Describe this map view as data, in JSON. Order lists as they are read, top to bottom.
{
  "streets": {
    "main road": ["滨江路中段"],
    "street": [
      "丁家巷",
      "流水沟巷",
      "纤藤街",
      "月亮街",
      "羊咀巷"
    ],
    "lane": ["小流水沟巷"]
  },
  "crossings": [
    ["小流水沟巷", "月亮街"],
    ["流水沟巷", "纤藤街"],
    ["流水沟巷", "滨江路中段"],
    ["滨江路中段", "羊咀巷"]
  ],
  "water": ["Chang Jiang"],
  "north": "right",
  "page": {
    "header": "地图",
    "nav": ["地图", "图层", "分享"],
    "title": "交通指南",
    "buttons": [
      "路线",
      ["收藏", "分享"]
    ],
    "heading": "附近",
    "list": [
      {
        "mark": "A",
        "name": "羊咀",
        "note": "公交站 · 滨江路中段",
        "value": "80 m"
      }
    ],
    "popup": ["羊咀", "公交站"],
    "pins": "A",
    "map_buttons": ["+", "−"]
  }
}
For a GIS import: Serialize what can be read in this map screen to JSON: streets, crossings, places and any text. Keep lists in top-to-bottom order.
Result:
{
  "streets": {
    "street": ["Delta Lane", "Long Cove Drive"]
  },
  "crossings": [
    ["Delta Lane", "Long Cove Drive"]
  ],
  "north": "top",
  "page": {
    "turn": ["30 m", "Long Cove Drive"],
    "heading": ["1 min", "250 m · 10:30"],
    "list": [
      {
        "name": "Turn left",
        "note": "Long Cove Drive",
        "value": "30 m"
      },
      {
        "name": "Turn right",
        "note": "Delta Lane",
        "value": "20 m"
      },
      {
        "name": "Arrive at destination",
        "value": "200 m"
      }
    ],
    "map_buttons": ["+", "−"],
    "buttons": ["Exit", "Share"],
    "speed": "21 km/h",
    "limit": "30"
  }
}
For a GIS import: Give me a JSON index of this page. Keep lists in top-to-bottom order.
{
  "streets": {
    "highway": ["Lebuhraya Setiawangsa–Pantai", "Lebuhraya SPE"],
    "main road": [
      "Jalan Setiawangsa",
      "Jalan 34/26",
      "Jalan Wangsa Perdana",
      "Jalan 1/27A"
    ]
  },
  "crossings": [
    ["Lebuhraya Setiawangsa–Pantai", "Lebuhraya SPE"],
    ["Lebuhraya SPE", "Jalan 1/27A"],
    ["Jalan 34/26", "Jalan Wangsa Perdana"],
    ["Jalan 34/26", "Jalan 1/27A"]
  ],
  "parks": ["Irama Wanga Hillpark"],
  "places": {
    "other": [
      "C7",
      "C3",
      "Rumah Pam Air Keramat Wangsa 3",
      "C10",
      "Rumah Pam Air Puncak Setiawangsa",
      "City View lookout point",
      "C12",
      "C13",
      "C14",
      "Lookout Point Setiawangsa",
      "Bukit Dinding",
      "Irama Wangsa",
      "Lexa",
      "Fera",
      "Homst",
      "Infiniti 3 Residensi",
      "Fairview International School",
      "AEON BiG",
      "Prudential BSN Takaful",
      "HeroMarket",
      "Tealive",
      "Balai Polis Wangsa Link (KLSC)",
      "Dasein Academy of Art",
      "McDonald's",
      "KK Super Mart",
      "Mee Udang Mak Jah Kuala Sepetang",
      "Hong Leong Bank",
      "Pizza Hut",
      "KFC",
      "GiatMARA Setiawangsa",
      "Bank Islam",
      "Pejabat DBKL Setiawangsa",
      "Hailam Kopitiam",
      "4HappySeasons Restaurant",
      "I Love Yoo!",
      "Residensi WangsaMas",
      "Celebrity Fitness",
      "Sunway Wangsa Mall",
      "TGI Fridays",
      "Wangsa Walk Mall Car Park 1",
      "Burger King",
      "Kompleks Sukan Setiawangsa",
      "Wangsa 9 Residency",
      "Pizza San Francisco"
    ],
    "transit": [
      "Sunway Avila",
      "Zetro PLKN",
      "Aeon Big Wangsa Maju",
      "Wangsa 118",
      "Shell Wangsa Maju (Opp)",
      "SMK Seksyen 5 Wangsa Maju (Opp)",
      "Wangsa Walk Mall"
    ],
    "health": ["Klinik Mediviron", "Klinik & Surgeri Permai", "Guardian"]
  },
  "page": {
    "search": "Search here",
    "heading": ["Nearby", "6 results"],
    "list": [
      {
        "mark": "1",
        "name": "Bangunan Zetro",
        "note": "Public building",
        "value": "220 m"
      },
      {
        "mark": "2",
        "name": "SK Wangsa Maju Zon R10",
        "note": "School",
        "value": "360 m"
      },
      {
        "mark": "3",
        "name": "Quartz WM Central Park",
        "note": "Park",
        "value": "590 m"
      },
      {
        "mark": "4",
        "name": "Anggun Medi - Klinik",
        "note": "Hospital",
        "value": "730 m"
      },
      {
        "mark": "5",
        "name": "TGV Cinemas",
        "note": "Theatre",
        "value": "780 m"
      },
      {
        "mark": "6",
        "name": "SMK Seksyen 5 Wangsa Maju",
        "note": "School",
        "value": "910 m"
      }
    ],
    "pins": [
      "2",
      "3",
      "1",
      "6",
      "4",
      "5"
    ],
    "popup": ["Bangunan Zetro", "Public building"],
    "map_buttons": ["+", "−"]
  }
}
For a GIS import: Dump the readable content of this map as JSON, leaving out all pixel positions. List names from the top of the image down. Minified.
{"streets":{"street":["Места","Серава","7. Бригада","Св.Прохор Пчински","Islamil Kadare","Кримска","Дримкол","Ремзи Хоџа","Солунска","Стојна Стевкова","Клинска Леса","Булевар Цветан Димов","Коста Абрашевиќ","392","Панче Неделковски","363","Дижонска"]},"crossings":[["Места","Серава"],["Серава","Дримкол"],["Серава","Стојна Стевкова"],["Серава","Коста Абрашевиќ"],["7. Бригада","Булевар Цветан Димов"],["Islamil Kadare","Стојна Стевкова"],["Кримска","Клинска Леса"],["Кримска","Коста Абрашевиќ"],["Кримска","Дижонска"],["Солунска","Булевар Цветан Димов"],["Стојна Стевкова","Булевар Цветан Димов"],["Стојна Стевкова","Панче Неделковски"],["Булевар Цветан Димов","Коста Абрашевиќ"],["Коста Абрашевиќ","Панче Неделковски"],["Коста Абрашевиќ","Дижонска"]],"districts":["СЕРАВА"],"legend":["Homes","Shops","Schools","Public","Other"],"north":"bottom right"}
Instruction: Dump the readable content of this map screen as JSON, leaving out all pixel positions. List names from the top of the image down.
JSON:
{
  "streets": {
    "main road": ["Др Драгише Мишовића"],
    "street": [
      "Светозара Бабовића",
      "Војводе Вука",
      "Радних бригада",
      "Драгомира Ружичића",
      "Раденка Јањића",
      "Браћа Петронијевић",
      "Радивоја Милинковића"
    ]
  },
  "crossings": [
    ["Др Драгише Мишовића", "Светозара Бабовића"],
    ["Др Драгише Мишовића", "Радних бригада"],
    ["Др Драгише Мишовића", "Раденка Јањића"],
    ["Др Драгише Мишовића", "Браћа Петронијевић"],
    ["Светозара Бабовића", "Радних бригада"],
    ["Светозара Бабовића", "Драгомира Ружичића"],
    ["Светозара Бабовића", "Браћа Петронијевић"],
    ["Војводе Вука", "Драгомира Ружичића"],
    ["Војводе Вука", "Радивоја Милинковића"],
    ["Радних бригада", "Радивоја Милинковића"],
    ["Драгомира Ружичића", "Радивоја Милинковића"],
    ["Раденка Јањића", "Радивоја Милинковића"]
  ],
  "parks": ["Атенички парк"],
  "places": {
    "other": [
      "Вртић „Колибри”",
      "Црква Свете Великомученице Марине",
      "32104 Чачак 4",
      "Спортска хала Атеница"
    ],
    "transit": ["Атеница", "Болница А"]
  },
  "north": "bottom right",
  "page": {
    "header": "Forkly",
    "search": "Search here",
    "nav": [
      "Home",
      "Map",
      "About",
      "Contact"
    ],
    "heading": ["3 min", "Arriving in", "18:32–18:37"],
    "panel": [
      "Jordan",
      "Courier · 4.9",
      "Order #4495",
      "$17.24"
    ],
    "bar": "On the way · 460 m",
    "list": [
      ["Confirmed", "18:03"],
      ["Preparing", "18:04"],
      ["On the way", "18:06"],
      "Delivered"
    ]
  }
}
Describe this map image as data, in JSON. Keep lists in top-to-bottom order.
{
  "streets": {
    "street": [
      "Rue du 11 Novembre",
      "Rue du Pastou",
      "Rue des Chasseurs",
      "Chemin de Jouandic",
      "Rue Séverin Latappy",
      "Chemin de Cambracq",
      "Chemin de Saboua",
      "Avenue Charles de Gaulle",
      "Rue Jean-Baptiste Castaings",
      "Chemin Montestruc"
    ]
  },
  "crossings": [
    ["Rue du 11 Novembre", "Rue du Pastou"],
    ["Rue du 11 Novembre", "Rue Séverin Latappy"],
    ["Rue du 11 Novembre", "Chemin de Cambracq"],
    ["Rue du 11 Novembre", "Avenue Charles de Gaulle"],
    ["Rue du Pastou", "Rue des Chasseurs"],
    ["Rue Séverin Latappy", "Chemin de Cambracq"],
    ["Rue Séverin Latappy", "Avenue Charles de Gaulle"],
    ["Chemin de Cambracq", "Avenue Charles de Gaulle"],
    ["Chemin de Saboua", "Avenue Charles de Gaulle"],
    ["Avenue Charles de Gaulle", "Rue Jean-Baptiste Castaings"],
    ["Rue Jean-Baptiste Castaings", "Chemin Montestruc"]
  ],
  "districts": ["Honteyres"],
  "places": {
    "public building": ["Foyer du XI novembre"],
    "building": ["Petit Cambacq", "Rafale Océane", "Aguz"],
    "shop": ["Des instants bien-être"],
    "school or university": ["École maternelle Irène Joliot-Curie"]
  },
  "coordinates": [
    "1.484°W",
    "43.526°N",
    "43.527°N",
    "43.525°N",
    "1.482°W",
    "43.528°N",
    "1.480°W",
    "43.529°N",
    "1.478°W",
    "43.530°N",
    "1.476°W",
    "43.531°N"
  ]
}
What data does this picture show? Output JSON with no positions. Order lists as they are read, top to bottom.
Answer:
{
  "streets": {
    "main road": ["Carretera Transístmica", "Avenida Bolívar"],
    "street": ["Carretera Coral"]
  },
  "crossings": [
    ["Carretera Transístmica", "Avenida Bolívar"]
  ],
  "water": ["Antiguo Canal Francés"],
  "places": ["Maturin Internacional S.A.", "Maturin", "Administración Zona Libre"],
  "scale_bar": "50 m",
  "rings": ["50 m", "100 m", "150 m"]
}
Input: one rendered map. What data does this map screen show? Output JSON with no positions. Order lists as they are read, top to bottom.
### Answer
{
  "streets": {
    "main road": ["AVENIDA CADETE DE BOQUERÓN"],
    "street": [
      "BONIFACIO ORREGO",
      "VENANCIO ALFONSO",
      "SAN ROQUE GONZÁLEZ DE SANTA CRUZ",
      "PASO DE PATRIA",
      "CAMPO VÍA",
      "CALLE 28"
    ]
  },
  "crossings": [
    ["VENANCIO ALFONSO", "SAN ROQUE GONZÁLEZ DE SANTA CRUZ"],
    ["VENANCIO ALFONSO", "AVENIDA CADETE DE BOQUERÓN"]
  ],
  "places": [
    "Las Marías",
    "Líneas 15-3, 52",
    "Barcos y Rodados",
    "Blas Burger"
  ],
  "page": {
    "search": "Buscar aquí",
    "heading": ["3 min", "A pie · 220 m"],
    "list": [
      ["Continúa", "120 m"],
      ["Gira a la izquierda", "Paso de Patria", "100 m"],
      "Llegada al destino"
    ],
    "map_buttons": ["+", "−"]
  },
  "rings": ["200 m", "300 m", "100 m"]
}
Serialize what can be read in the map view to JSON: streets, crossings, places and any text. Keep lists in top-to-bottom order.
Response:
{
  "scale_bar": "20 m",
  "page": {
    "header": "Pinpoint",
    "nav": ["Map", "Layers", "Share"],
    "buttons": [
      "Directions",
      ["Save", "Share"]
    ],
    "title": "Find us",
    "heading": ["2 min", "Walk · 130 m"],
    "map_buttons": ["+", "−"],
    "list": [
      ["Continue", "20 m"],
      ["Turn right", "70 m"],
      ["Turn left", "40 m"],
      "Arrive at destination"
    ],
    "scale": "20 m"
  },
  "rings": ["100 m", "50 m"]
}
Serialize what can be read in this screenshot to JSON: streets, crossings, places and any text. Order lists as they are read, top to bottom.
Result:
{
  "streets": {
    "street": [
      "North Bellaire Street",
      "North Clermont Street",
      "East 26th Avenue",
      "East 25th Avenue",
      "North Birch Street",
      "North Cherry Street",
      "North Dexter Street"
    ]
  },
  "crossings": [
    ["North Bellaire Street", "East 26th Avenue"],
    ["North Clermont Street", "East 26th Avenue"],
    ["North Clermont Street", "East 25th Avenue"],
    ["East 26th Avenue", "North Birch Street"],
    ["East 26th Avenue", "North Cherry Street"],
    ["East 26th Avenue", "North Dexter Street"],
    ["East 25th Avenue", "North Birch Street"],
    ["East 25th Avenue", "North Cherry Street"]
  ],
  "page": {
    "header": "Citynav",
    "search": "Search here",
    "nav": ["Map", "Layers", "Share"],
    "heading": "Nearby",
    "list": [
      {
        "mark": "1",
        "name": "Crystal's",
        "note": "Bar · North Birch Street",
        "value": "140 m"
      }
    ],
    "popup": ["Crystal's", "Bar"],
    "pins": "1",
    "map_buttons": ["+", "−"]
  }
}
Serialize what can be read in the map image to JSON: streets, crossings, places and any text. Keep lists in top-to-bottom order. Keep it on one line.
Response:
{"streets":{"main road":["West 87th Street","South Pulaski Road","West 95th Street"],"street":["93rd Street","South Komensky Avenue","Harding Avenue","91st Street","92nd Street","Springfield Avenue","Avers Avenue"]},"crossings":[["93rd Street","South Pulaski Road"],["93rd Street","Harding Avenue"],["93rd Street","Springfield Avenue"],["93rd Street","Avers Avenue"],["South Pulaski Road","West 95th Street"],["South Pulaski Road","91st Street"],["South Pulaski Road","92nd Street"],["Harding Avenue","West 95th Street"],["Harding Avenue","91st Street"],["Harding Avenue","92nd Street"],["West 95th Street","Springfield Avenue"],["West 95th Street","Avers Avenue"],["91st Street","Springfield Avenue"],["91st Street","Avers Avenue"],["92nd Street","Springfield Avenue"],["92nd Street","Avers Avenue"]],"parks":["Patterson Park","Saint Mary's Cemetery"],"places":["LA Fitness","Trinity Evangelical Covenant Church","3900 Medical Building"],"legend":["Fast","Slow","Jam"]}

_WHAT TO PRODUCE_
In the listing above, each line with the word "Arrive" is to be copied out.

_REPLY_
        "name": "Arrive at destination",
      "Arrive at destination"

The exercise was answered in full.